* [EXERCISE PROMPT] Scan the records below for the word "shadow" and give only the number of lines that hold it.

* [DATA FOR PROCESSING]
- - - - - - -

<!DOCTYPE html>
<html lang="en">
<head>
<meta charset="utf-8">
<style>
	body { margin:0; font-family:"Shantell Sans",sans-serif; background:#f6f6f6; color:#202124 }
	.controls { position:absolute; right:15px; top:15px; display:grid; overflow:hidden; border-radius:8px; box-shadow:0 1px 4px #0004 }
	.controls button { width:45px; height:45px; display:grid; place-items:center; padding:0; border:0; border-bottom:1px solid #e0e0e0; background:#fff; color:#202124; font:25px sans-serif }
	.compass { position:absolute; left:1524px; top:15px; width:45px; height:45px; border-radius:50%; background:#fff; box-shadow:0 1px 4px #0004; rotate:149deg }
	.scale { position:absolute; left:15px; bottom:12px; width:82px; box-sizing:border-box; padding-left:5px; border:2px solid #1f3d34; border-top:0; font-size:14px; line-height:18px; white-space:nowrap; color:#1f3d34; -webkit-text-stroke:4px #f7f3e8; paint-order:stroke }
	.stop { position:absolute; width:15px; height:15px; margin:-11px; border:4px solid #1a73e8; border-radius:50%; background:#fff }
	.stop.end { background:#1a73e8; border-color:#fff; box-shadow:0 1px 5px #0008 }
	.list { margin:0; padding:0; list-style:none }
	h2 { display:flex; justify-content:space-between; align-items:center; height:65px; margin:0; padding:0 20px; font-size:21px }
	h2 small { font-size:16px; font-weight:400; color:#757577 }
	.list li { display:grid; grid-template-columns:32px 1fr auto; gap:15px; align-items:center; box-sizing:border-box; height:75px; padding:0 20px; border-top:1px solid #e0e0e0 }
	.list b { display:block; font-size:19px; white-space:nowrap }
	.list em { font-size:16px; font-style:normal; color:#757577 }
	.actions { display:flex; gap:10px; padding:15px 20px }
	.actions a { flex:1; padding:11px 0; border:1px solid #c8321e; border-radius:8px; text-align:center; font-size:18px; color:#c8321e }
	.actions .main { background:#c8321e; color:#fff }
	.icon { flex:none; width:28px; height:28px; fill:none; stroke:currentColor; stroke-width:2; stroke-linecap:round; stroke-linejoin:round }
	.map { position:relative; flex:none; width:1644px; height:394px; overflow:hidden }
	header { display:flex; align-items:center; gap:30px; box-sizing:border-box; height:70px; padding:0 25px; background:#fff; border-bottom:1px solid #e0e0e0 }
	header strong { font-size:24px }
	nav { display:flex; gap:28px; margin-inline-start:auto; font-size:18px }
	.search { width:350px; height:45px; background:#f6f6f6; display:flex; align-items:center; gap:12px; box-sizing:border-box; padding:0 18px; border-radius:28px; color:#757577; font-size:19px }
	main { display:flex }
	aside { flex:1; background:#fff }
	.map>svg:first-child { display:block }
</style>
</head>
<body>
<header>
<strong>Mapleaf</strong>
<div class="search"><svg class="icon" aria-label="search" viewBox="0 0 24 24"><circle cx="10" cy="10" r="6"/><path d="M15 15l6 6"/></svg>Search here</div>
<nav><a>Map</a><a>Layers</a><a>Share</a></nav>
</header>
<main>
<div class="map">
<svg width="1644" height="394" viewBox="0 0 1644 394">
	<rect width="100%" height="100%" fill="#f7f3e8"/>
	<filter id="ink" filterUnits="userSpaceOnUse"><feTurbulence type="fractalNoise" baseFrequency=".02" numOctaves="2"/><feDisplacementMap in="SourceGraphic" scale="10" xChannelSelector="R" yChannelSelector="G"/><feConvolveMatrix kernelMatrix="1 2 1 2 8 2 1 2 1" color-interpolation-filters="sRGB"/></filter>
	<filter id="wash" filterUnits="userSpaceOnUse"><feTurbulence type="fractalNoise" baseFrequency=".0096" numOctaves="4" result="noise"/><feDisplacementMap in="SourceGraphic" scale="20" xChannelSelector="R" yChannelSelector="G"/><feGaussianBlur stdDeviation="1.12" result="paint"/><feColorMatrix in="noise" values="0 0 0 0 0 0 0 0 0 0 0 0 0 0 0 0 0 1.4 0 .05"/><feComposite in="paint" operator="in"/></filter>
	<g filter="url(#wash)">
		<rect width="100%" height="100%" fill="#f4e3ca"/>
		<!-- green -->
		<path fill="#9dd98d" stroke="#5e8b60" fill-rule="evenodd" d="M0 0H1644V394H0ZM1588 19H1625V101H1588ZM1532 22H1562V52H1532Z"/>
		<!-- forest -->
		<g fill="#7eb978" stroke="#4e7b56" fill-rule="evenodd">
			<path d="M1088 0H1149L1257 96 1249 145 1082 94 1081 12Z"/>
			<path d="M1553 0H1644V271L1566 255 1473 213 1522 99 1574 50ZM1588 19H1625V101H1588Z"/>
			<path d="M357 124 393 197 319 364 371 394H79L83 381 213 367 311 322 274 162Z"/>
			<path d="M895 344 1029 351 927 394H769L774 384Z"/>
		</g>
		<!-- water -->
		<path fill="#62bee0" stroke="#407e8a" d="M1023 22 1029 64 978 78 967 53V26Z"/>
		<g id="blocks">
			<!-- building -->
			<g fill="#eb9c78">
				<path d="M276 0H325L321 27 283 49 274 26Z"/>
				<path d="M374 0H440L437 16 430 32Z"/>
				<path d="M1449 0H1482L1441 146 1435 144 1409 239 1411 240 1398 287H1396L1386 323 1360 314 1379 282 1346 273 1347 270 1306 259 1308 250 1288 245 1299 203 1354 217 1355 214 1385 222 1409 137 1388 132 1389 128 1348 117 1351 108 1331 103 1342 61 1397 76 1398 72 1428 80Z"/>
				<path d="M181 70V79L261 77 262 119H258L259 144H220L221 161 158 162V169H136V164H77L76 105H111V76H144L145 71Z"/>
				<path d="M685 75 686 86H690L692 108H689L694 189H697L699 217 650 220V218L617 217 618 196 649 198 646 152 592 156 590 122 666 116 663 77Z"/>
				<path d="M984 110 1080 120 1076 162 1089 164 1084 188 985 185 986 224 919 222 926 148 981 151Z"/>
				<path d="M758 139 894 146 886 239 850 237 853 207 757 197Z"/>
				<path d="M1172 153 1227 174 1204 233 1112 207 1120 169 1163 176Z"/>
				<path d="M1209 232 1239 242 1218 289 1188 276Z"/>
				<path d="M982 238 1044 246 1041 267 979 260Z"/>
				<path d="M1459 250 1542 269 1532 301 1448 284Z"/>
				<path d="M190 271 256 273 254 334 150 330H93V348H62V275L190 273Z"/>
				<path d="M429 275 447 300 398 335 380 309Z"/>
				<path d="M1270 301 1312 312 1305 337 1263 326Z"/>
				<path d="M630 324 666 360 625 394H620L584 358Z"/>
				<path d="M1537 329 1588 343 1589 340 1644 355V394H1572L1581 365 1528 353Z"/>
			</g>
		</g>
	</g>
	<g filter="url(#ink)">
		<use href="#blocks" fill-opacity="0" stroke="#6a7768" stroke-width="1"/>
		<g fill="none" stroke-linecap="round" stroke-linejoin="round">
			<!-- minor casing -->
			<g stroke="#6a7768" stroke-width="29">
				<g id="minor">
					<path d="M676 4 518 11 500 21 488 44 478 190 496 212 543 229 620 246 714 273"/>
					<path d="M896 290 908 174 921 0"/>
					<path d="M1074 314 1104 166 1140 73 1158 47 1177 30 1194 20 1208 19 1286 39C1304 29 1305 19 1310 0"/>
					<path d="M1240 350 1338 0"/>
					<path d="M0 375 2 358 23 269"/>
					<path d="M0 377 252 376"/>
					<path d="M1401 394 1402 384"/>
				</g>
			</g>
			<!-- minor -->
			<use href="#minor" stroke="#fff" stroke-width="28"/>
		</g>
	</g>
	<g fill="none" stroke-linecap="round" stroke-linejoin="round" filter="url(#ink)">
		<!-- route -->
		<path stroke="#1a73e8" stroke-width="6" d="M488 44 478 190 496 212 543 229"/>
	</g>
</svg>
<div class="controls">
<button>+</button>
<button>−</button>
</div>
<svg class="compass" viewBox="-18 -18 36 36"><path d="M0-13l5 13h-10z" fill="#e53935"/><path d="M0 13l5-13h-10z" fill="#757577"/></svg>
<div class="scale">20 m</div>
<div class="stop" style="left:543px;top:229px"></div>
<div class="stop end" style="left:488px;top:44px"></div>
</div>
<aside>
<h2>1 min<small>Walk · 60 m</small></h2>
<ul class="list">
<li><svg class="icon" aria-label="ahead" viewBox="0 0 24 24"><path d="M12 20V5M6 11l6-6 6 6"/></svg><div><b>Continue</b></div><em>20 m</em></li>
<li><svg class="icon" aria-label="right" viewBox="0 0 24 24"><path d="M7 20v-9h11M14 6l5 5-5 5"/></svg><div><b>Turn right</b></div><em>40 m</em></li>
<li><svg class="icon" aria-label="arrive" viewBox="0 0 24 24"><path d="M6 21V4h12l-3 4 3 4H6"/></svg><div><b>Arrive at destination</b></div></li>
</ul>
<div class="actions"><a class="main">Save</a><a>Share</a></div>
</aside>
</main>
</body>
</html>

- - - - - - -

* [PROBLEM SOLUTION] 3